Now, I have been an athlete since childhood. In that time, I have suffered my fair share of physical injuries. Every now and then, I’ve even had mental setbacks. But these were never obstacles I couldn’t overcome. Each time I was injured, there was a clear path to take—

diagnosis, then treatment, and eventually, getting back to life as usual. There was something I could focus on to better myself. An almost inevitable outcome, and always, a positive one. A light at the end of a tunnel. Unfortunately, that wasn’t the case this time around. Losing autonomy over one’s mind isn’t quite that simple. There was no light at the end of this tunnel. In fact, there was no tunnel. Before me stood a ladder. I couldn’t see where it ended, but I knew I needed to climb it. The higher I went, the more dangerous it became. Each rung took me further off the ground, but seemingly, never closer to where I needed to be. The road to recovery becomes arduous with no promise of success. It is steep, narrow, winding, and there are no guide rails. Treading this path is daunting, but walking it alone makes it all the more painful. That is the cruel reality most of us who suffer from these types of health issues face. We are alone, alienated by the world around us. The many stigmas that surround mental illnesses do not exist elsewhere. Following a diagnosis of diabetes, cancer, or heart disease, there is no worry of societal discrimination. Even telling my family was the hardest thing I have ever had to do. It made me feel vulnerable and exposed, and after my diagnosis, I began to isolate myself. I felt like a misfit or an outcast. I distanced myself from all of my friends and neglected my physical health and hygiene. I ended up in an awful place. But over time, I realized there was only one way for me to overcome this. I had to open up. This wasn’t something I could shrug off. I needed the aid of those around me, and something I will always be grateful for— they were more than willing to help.

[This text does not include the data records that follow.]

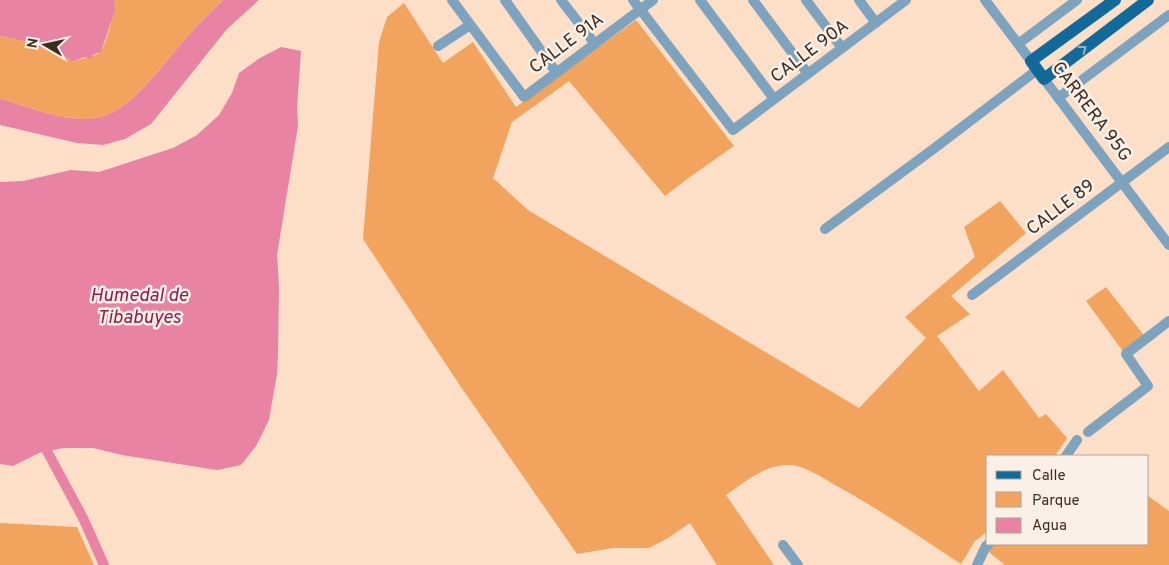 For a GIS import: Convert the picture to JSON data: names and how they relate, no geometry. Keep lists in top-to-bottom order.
{
  "streets": {
    "street": [
      "CALLE 91A",
      "CALLE 90A",
      "CARRERA 95G",
      "CALLE 89"
    ]
  },
  "crossings": [
    ["CALLE 91A", "CALLE 90A"],
    ["CARRERA 95G", "CALLE 89"]
  ],
  "water": ["Humedal de Tibabuyes"],
  "legend": ["Calle", "Parque", "Agua"],
  "north": "left"
}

The ladder may never come to an end, but maybe that's what life is. An endless climb; each rung passed is just a tiny, momentary triumph. That sounds tiresome, but this journey has taught me to appreciate the beauty of struggle. It has shown me there is victory even in defeat. And though the road has been long, and there have been several pitfalls along the way, I feel very optimistic about where it leads.

I go to therapy every week, and I have to take medication every day, but I’m able to live a normal life for the most part. My friends and family came through for me when I needed them most. They played an integral role in my recovery, and more importantly, they never made me feel excluded. I have been very fortunate, far more than some, to have had such an amazing support group around me. I don't take that for granted, and it's why I am an advocate for those who haven't been as lucky. In an ever-increasingly stressful and emotionally demanding world, we must strive to treat each other with respect and kindness. Our ability to empathize with one another does not collectively weaken but strengthens the veiled mould that binds society together. To those who feel alone in their struggle; you’re not, I struggle too. To those who feel like their voices fall upon deaf ears; I hear you, I’m listening. It is my earnest hope that everyone who reads this will open up, and listen with me. You never know who might need your help.